United Nations Secretary-General António Guterres opened the U.N. Biodiversity Conference in Montreal this week with a stark warning about ongoing widespread loss of animal and plant species, which he called an “orgy of destruction.”
“Humanity seems hell-bent on destruction,” Guterres said Tuesday. “We are waging war on nature.”
Guterres laid responsibility for the degradation of the natural environment on the effects of human economic activities, especially climate change, declaring, “We are treating nature like a toilet.”
“Deforestation and desertification are creating wastelands of once thriving ecosystems,” he said in his address to the conference, also known as COP15, which will run until Dec. 19. “Our land, water and air are poisoned by chemicals and pesticides, and choked with plastics. Our addiction to fossil fuels has thrown our climate into chaos — from heat waves and forest fires to communities parched by heat and drought or inundated and destroyed by terrifying floods.”
Representatives of more than 190 countries are in Montreal for the conference, which begins Wednesday. U.N. officials hope it will result in the global adoption of a framework that lays out targets for reducing the causes of biodiversity loss, such as pollution, and provides financing for developing countries to protect their biodiversity and develop more sustainable economic alternatives to resource extraction and deforestation.
Every country in the world except the Vatican and the United States is a party to the treaty on biodiversity. In 2021, Republicans in the Senate refused to ratify it, citing fears that it would interfere with U.S. sovereignty. The Biden administration will nonetheless send representatives to participate in the talks.
Just as the U.N. Climate Change Conference that recently concluded in Sharm el-Sheikh, Egypt, was known as COP27 because it was the 27th conference of the parties to the U.N. Framework Convention on Climate Change, the ongoing COP15 in Montreal is the latest iteration of a conference of the parties to a different treaty, the Convention on Biological Diversity.

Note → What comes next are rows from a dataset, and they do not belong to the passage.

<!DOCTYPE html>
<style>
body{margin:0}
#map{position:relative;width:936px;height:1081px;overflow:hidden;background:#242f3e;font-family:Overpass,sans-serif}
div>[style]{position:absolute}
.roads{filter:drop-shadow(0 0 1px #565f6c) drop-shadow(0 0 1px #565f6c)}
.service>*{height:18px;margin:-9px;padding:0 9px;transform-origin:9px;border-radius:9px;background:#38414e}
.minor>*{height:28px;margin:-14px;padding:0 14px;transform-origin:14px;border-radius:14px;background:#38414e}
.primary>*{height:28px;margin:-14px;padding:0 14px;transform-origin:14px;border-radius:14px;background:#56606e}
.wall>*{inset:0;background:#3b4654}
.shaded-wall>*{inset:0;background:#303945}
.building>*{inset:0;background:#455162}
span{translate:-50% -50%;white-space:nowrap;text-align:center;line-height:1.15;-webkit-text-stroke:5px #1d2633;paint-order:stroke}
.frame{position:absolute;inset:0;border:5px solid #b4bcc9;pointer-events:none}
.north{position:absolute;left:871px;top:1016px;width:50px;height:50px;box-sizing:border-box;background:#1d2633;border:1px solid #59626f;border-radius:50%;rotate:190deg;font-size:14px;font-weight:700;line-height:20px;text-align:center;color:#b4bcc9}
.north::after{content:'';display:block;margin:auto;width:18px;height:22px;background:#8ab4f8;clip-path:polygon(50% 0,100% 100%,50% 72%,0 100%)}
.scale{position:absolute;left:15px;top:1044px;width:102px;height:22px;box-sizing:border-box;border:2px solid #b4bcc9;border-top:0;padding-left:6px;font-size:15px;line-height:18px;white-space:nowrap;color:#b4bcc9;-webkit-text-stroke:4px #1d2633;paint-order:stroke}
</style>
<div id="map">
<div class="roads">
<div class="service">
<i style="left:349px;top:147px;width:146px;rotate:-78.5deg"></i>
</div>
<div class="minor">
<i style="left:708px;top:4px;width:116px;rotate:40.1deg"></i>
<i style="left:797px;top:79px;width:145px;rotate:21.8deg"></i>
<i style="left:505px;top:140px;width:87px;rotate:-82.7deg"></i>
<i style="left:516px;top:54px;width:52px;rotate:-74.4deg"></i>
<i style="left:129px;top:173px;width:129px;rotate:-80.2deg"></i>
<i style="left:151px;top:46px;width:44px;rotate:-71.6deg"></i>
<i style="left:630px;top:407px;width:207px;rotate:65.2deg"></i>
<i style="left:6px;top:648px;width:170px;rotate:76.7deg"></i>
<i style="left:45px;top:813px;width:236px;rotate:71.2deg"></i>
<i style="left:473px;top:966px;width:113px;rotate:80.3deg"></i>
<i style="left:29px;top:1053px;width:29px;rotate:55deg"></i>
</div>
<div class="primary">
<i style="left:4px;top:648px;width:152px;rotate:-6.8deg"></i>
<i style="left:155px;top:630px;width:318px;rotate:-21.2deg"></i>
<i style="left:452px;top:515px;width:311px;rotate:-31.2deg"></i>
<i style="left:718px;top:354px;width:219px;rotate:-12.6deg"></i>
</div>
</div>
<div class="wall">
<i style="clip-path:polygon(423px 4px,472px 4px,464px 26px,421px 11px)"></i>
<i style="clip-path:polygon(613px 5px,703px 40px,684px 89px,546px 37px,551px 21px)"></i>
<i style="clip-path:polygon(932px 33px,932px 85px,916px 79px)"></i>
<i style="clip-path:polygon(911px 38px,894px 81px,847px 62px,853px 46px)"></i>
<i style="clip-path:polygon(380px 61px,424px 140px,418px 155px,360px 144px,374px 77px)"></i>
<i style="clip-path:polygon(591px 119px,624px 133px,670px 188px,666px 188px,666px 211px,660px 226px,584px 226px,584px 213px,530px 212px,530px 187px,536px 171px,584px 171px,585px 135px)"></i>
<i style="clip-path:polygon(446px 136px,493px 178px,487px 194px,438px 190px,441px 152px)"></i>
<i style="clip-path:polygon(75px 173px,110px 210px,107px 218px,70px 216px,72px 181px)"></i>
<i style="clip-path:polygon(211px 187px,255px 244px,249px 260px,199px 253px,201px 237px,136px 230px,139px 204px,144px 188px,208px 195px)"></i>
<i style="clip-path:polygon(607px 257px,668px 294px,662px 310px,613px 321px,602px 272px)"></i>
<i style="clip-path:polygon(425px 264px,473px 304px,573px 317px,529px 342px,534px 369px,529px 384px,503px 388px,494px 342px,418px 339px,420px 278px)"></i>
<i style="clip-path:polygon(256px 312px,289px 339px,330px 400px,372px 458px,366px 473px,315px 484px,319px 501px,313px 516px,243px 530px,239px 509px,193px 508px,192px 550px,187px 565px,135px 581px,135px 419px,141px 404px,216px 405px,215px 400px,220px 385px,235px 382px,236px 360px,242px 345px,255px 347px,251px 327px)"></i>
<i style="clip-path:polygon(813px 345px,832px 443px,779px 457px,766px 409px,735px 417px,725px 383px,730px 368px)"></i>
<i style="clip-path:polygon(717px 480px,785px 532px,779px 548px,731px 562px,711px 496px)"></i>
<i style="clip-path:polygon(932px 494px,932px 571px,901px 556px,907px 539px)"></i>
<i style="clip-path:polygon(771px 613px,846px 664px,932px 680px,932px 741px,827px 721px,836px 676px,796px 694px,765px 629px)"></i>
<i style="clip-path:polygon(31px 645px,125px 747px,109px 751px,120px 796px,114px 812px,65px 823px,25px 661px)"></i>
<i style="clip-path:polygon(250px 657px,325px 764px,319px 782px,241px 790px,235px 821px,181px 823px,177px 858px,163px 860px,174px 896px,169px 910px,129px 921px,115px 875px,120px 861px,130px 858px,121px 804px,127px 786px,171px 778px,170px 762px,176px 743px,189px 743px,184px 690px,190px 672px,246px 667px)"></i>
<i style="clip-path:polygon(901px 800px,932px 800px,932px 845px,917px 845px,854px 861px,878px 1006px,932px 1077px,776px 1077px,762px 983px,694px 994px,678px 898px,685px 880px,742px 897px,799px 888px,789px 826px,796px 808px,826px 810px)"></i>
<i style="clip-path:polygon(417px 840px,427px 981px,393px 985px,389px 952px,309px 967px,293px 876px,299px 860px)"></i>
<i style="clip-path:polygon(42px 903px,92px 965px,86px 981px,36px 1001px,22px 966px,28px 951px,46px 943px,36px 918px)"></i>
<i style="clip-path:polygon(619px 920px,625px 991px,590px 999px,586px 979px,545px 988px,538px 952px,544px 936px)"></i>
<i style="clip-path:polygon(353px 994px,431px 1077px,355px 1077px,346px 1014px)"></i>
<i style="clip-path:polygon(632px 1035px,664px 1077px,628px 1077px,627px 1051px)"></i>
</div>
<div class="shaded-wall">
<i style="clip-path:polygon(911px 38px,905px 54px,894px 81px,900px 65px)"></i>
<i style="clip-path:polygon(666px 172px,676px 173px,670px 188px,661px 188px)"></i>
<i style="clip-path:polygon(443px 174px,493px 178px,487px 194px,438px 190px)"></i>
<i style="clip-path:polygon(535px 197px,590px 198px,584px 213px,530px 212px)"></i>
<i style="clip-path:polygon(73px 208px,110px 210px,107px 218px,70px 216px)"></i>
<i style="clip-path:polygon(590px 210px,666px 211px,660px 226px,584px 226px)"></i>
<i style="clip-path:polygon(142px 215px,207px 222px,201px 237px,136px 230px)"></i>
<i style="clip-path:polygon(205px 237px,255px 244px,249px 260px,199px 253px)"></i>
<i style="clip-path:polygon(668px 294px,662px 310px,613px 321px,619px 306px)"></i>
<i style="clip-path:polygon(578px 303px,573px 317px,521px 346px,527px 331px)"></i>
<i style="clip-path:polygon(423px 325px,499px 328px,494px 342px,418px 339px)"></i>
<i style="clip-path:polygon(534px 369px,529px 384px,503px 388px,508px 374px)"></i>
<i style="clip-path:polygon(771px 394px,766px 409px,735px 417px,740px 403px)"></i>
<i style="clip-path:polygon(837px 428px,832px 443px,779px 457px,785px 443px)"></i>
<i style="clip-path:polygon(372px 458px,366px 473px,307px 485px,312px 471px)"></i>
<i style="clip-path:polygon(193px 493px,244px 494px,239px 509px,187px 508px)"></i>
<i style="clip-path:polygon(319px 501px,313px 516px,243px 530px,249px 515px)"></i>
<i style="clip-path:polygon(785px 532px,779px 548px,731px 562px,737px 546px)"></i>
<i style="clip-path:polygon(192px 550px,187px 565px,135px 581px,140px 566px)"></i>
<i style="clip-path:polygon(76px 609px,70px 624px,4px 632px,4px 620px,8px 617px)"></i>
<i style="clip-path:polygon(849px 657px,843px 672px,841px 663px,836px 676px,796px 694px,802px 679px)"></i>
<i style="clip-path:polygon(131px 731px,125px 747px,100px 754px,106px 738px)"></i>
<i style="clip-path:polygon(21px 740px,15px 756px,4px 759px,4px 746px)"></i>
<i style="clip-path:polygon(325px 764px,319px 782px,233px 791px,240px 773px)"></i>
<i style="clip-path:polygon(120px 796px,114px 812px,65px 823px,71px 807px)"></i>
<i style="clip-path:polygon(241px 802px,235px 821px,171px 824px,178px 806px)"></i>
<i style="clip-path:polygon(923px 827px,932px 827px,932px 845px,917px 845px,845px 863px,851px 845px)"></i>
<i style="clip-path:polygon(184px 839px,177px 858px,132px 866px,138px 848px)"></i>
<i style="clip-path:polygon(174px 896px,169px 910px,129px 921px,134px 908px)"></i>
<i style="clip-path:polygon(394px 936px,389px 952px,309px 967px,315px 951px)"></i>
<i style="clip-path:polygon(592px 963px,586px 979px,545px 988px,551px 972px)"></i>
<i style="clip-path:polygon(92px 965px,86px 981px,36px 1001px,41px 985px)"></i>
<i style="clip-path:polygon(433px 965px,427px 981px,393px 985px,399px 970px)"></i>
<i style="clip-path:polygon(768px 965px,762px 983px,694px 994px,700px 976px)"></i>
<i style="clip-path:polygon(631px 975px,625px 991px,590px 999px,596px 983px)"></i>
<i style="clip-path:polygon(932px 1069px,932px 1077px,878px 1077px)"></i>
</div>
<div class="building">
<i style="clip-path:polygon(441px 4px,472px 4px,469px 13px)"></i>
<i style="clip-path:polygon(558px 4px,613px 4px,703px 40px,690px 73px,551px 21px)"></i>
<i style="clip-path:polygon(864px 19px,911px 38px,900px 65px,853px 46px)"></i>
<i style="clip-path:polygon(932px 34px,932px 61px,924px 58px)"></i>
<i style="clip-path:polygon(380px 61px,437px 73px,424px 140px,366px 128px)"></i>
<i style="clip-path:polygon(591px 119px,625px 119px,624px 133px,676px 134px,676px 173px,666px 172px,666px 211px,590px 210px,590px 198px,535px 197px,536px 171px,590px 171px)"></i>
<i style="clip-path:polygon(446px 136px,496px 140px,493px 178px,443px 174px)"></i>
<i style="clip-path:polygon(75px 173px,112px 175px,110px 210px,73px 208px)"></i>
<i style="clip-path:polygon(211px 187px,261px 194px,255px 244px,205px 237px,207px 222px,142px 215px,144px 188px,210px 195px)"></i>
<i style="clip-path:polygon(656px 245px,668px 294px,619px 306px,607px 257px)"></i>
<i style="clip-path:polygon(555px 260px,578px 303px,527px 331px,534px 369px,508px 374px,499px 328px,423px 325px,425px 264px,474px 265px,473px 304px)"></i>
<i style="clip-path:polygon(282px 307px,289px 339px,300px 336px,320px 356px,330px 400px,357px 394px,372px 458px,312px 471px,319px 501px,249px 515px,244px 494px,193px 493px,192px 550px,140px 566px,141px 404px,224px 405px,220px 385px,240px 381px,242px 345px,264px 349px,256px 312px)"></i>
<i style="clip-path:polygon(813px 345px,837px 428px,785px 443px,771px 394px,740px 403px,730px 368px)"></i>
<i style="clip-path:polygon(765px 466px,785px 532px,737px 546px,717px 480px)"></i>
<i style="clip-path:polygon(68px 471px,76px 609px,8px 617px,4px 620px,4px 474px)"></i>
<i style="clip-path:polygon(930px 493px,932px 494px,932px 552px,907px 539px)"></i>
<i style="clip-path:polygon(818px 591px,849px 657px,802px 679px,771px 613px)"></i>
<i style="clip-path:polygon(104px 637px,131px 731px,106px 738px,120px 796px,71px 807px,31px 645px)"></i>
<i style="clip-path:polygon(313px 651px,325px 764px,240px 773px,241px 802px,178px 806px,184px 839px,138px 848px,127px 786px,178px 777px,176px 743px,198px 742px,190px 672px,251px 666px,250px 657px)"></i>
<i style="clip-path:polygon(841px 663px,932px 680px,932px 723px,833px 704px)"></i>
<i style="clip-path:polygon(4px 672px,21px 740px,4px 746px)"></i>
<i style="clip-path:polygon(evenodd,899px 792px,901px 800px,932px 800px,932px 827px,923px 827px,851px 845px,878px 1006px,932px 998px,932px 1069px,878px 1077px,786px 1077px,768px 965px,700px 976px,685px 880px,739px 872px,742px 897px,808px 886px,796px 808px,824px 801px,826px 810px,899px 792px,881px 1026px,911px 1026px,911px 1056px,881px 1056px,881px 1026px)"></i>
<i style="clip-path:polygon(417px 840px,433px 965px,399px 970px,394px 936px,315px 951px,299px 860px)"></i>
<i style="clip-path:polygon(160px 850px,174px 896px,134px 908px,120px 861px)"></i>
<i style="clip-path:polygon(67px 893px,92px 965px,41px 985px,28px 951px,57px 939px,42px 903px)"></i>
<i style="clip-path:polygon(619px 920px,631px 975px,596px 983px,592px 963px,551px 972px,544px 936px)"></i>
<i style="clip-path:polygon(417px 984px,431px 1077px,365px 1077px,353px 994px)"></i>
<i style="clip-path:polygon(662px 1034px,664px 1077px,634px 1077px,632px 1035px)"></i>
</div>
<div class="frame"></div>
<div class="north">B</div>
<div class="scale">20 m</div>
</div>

The calamity of biodiversity loss is just as acute as the climate crisis. According to World Wildlife Fund’s “Living Planet Report 2022,” monitored populations of vertebrates, which include mammals, birds, amphibians, reptiles and fish, have dropped 69% since 1970. According to WWF, the rate of species going extinct today is estimated by experts to be 1,000 to 10,000 times higher than the natural extinction rate. A 2019 report by the Intergovernmental Science-Policy Platform on Biodiversity and Ecosystem Services found that up to 1 million plant and animal species face extinction due to human activities.
The nations represented in Montreal are expected to negotiate an agreement that will be known as the Post-2020 Global Biodiversity Framework, and that will function in the same manner as climate change agreements such as the 2015 Paris Agreement and the 2021 Glasgow Climate Pact.
The countries that sign on will be agreeing to more than 20 measurable ecosystem conservation targets, the most high-profile of which is conserving at least 30% of Earth’s land and water by 2030, known as “30 by 30” for short.
As was the case at COP27 in Egypt, major sticking points include how to protect Indigenous land rights — Indigenous communities do not want conservation goals to prevent them from using their land — and how much money developed countries will give developing countries to help them implement the policies.
How these questions will be answered over the next two weeks remains to be seen, but Guterres is calling for nations to go as far as possible to combat biodiversity loss.
“This conference is our chance to stop this orgy of destruction,” Guterres said. “To move from discord to harmony. And to apply the ambition and action the challenge demands.
“It’s time to forge a peace pact with nature,” he concluded.